END
2007
9788890217838
Premessa: a dispetto della sua ampia e variegata produzione – in narrativa, poesia e saggistica – non conosco e non avevo mai sentito nominare Daniel Gorret, narratore classe 1951. Devo l’incontro con il suo microcosmo alle Edizioni END, che hanno recentemente pubblicato questo “Venticinque maniere per morie”. Mi stupisco, leggendo la nota bio-bibliografica, perché m’accorgo che questa sua ampia e variegata produzione ha avuto edizioni di tutto rispetto: nomi mainstream, da Garzanti a Mondadori. Eppure, io – lettore non forte, ma violentissimo: diciamo 300 libri l’anno, per difetto – non ricordo di averlo mai, e dico mai, notato sugli scaffali di una qualsiasi libreria. Prima ragione per grattarsi la fronte. E dire che quel cognome non è anonimo.
La seconda ragione è questa: non so quanti tra voi condividano la preoccupazione o la ricerca che sto per esternare, ma da tempo mi chieda cosa sia la Val d’Aosta. Non ricordo scrittori valdostani: non ricordo musicisti, pittori, scultori, registi valdostani. Scendiamo di livello: non conosco aziende valdostane. Non conosco squadre di calcio valdostane. Non ricordo eventi culturali valdostani. La mia Val d’Aosta è un ricordo da sussidiario, da libro di geografia delle scuole medie, da intervallo della Rai, musichetta e cartolina. Punto e a capo. Ne ho un’immagine falsata dai media, da cartolina: montagne, vallate, tanto verde, la Francia a un passo. Culturalmente, per quanto mi riguarda, potrebbe – e questo è il paradosso – essere più famigliare l’Islanda.
Non è un discorso legato alle frontiere di una nazione o di un’area culturale: mi viene in mente, subito, che Sardegna e Sicilia e Puglia (e il Salento che sogna autonomia dalla Puglia! Succede) – per restare in ambito tricolore – o Friuli Venezia Giulia hanno artisti di riferimento, di fama a volte transnazionale; e probabilmente in determinati casi ne circolano troppi (penso alla produzione trinacria e talvolta post-trinariciuta post-Camilleri, ad esempio). Non è nemmeno un discorso legato alle estremità dell’area romanza: piuttosto, questa sarebbe ragione di interesse (e peraltro il discorso è sbagliato perché il confine è lusitano e non valdostano) considerando i fenomeni di conservazione di vario genere classici dell’ex Dacia, ad esempio, o dei dialetti sardi. È proprio una questione che mi sembra incredibilmente misteriosa, e scusate se ho quest’aria intontita ma mi sembra fin troppo manifesto: ripeto, culturalmente cos’è il Val d’Aosta? Cosa ha prodotto? E in quali ambiti? Voglio risposte e non ne trovo nessuna in memoria. Pazzesco.

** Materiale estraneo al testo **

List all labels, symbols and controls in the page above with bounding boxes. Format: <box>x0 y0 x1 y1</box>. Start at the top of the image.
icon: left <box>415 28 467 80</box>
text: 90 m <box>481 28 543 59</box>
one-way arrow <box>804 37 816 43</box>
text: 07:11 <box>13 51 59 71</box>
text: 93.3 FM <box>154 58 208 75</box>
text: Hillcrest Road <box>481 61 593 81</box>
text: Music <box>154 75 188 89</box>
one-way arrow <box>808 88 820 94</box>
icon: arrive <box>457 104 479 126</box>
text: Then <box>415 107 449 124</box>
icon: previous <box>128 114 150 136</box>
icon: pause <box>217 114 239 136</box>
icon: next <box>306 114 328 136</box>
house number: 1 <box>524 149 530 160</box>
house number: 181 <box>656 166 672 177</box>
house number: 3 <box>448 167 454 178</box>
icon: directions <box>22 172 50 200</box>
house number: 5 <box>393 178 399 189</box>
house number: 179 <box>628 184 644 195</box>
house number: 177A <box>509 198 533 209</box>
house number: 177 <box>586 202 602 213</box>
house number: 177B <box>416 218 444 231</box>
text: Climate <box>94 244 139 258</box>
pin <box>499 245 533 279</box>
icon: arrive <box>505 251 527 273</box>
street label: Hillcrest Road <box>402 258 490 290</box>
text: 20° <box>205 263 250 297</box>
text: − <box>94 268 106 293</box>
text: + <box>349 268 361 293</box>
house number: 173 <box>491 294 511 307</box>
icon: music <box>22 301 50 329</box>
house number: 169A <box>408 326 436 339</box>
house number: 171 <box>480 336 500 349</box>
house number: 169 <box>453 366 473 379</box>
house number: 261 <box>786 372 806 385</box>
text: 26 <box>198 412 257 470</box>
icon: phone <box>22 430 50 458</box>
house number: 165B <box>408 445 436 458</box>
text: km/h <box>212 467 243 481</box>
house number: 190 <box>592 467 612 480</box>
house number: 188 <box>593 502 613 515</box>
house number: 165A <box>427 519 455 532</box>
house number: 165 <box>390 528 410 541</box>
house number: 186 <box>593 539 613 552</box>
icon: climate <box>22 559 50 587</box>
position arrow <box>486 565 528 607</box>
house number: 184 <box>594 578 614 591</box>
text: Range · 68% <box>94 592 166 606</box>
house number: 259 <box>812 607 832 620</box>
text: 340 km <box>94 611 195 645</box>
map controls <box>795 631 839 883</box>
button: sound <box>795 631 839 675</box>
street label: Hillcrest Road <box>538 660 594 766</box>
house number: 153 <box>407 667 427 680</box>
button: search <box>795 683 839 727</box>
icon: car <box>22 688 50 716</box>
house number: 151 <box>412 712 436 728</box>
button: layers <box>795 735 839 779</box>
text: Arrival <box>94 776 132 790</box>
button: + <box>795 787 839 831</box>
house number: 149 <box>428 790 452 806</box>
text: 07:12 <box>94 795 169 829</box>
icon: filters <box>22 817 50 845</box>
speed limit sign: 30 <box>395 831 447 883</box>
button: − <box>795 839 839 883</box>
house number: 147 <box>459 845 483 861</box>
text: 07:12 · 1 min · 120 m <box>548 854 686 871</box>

La prima risposta, sulla soglia dei trent’anni, la trovo sfogliando un libro delle Edizioni Non Deperibili: “Venticinque maniere per morire” dello scrittore valdostano (!) Daniele Gorret. È un libro interessante, giocato su una lingua sicuramente letteraria, senza cadute nel parlato – a dispetto di quanto indicato sul risvoltino – e decisamente cupo e macabro. Non ho notato nessuna peculiarità riconducibile a una cultura del posto, se è questo che volete sapere. E dire che sognavo di pizzicare un dialogo tra due autoctoni. Niente. Per tutta la vita mi domanderò che lingua parlano in Val d’Aosta, che musica ascoltano e che film guardano e che libri leggono. Gorret ha una buona cultura classica – le citazioni, più o meno trasparenti e facili, sono omeriche, orfiche, etc. – e guarda con dispetto alle vetrine delle librerie odierne (condivisibile, certo, ma niente di nuovo: “Ed ora quel libretto – pensi – giace in mille copie in fondo a un magazzino: non è gradito chi dice Verità. E pensi le vetrine dei librai occupate dai conquistadores! I libri in giallo in nero in rosa che Moda impone a tutti gli obbedienti (e gli obbedienti, ormai, son quasi tutti)” (p. 52). In un passo come questo, registro l’epifania di due maiuscole (Verità e Moda: entrambe grottesche nella mia Weltanschauung e non solo per ragioni razionali e immagino condivisibili; ma transeat) piuttosto demodé (pardon), ma il concetto cardine è lo stesso che ogni letterato serio ripete da decenni: bando alla narrativa di genere, è materia per analfabeti di ritorno quando si tratta di narrativa di genere confezionata dall’industria. Mi viene da pensare a quei fenomeni linguistici – la conservazione dico – e culturali tipici delle frontiere e dei confini dei regni o degli imperi: e così annoto; Gorret sarà un purista. E in effetti la sua lingua è pulita, vecchiotta ma limpida, sgombra da contaminazioni che non siano reminiscenze scolastiche. Che sia questa la lingua d’ogni narratore valdostano? A Trieste il principio è stato lo stesso, nel primo Novecento – ma con molte influenze dalla Mitteleuropa. Per dire.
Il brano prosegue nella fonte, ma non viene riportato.